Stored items
================================

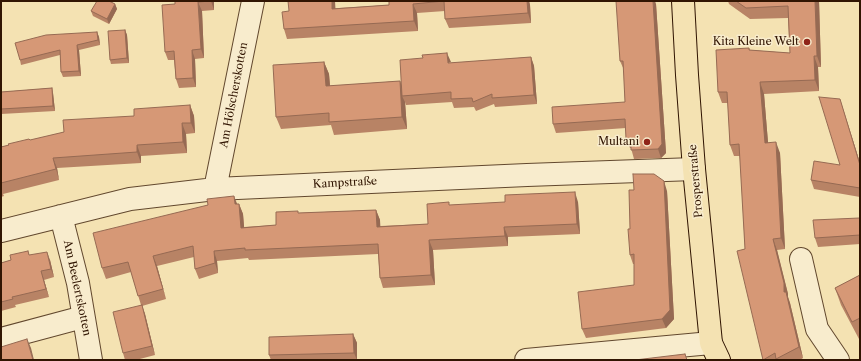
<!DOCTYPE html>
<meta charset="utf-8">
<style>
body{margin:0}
#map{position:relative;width:861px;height:361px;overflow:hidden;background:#f4e2b2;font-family:"Libre Caslon Text",serif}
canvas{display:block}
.frame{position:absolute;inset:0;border:2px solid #311502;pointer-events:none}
</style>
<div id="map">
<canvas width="861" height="361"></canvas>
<div class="frame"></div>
</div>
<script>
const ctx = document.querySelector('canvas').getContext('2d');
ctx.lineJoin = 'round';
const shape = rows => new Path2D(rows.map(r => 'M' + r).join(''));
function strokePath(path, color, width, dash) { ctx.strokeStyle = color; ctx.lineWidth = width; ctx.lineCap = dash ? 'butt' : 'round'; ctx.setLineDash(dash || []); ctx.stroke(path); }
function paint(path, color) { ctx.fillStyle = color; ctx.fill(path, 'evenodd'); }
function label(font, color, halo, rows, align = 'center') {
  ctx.font = font + ' "Libre Caslon Text",serif'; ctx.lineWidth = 3; ctx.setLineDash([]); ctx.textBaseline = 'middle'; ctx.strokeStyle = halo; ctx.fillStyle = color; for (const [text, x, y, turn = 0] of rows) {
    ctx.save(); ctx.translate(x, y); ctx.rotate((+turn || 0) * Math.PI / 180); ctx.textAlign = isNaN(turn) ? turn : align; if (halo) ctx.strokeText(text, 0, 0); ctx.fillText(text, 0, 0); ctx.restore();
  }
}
const minor = shape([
 [215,189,253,1],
 [61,216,78,283,91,360],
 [1,231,130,199,215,189,527,175,694,169],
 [801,259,817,329,838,360],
 [1,339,83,317],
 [526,360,711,343]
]);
const major = shape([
 [683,1,687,75,694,169,711,343,719,360]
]);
const wall = shape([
 [175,1,214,1,214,10,202,11,204,58,195,59,196,87,179,88,176,79,174,60,168,60,165,52,175,4],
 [389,1,529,1,530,5,531,23,449,28,445,19,445,11,417,13,418,31,287,39,284,29,289,11,389,5],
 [728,1,819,1,821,67,818,67,819,91,764,94,768,143,780,153,785,249,777,250,788,294,788,297,790,303,803,358,800,360,763,360,745,249,740,156,734,156,730,145,728,103,722,103,718,92,749,48,750,50,790,53,788,18,750,19,729,4],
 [115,4,117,9,109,24,93,16,91,11],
 [656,4,666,153,661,158,634,159,631,148,630,148,626,139,626,128,556,133,553,124,625,102,624,70,620,61],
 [125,30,127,35,129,63,111,64,110,60],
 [97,32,99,37,100,45,79,50,81,76,63,77,61,72,60,55,21,65,20,60],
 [531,57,534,66,537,104,495,107,494,104,476,111,474,107,454,108,452,102,406,105,405,102,407,129,334,135,331,125,281,129,276,117,324,62,329,74,330,86,400,81,402,86,451,63],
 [52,88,53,93,55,111,1,114,1,92],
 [840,99,860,163,860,197,814,189,811,180,840,165],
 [190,105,194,116,195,133,186,134,187,153,141,156,141,163,57,168,59,180,3,194,4,196,1,197,1,147,134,116],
 [667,191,674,319,666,328,586,338,582,329,634,285,634,264,633,264,630,255,630,229],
 [578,202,580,234,508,237,508,246,433,250,435,285,383,288,380,278,378,254,249,260,248,258,217,261,218,273,199,279,195,269,194,257,157,266,166,299,142,306,145,314,155,355,136,360,125,360,123,353,141,305,131,272,106,279,102,268,208,205,239,204,243,214,244,227,276,225,298,213,376,210,380,220,380,226,428,224,450,205],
 [860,218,860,244,818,247,815,238],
 [28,251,29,255,50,260,54,277,44,280,49,297,15,305,16,307,1,311,1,263,11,260],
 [860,275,860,338,859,339,841,305,835,288],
 [353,334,357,343,357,360,271,360,269,355]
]);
const shadedWall = shape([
 [211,1,214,1,214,10],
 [332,1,335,1,336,18,332,9],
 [527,1,529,1,530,5,531,23,528,13],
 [653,1,655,1,656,4,666,153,661,158,658,149],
 [815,1,819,1,821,67,817,56],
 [198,2,202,11,204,58,201,49],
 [115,4,117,9,109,24,107,19],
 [413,4,417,13,418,31,414,21],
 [125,30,127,35,129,63,127,58],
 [97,32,99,37,100,45,98,40],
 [77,45,79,50,81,76,79,71],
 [192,50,195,59,196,87,193,78],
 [447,53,451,62,448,63],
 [814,56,818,67,819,91,815,80],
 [531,57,534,66,537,104,534,95],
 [324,62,329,74,331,98,326,86],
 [400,81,404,93,402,96,405,102,407,129,402,117],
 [760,82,764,94,769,154,765,143],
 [52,88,53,93,55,111,53,106],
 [840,99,860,163,860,165],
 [190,105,194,116,195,133,191,123],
 [182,123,186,134,187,153,183,142],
 [776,142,780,153,785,249,781,238],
 [137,145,141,156,141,163,137,152],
 [53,158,57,168,59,180],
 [664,181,667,191,674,319,666,328,662,319],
 [575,192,578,202,580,234,577,224],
 [234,196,238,206,235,204],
 [239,204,243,214,245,238,241,228],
 [376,210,380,220,381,237,377,227],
 [504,227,508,237,508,246,505,236],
 [773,239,777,250,788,294,788,297,790,303,803,358,799,347,784,292],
 [429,240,433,250,435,285,431,275],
 [214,251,217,261,218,273,215,263],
 [47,252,50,260,54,277,51,269],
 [153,256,157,266,166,299,163,289],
 [41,271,44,280,49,297,46,289],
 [142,305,145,314,155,355,152,346],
 [353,334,357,343,357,360,354,353],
 [27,339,31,348,34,360,33,360]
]);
const building = shape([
 [97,1,109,1,115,4,107,19,91,11,97,1],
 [175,1,211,1,198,2,201,49,192,50,193,78,176,79,174,51,165,52,162,5,175,4,175,1],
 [288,1,332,1,332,9,389,5,389,1,527,1,528,13,445,19,444,1,413,4,414,21,284,29,282,12,289,11,288,1],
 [616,1,653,1,662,144,658,149,631,150,631,139,626,139,625,119,553,124,552,107,625,102,623,61,620,61,616,1],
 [736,1,815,1,817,56,814,56,815,80,760,82,765,143,776,142,781,238,773,239,784,283,784,292,786,292,799,347,776,359,775,353,763,360,737,251,745,249,739,144,730,145,727,92,718,92,716,50,749,48,749,50,790,53,788,6,746,8,736,1],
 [125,30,127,58,110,60,108,31,125,30],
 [97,32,98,40,77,45,79,71,61,72,60,50,20,60,15,43,46,35,97,32],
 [447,53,448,63,531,57,534,95,492,98,492,94,473,102,472,98,451,99,451,92,402,96,400,60,423,58,422,55,447,53],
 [324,62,326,86,400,81,402,117,329,122,329,113,276,117,273,65,324,62],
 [52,88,53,106,1,109,1,92,52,88],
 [819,97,840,99,860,165,860,188,811,180,814,161,840,165,819,97],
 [190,105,191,123,182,123,183,142,137,145,137,152,53,158,56,169,1,183,1,147,9,145,8,144,29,139,30,140,64,132,63,120,134,116,134,109,190,105],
 [633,174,654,174,664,181,670,310,662,319,582,329,578,292,634,285,634,254,630,255,628,229,630,229,629,190,634,190,633,174],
 [575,192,577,224,504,227,505,236,429,240,431,275,380,278,378,244,245,250,245,248,214,251,215,263,195,269,193,246,153,256,163,289,138,296,128,262,102,268,93,233,208,205,207,199,234,196,235,204,239,204,241,228,276,225,276,212,298,211,298,213,376,210,377,227,428,224,427,204,449,202,449,205,505,202,505,195,575,192],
 [860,218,860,235,815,238,813,220,860,218],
 [28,251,29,255,47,252,51,269,41,271,46,289,12,297,13,299,1,302,1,263,11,260,10,255,28,251],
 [860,275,860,318,852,322,835,288,860,275],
 [142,305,152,346,123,353,113,312,142,305],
 [353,334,354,353,269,355,269,337,353,334],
 [27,339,33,360,1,360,1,347,27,339],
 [685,354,687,360,635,360,685,354]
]);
const markers = [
 [807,42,4,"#8f2418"],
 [647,142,4,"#8f2418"]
];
const poiNames = [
 ["Kita Kleine Welt",799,42],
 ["Multani",639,142]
];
const streetNames = [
 ["Am Hölscherskotten",234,95,-79],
 ["Prosperstraße",696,181,-95],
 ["Kampstraße",345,183,-3],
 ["Am Beelertskotten",77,288,78]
];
strokePath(minor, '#62482e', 24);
strokePath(major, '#311502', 24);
strokePath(minor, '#f8eccd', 22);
strokePath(major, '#f4e2b2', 22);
paint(wall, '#b88365');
paint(shadedWall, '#966a53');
paint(building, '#d69876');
strokePath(building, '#966a53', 1);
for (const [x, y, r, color] of markers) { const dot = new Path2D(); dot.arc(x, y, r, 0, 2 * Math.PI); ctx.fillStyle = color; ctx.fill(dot); strokePath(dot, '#f8eccd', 1.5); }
label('11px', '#311502', '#f8eccd', poiNames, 'right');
label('11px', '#311502', '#f8eccd', streetNames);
</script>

================================

## TASK REQUIREMENTS
Among the lines above, which hold the word "align"? Report each one.

## EXERCISE SOLUTION
function label(font, color, halo, rows, align = 'center') {
    ctx.save(); ctx.translate(x, y); ctx.rotate((+turn || 0) * Math.PI / 180); ctx.textAlign = isNaN(turn) ? turn : align; if (halo) ctx.strokeText(text, 0, 0); ctx.fillText(text, 0, 0); ctx.restore();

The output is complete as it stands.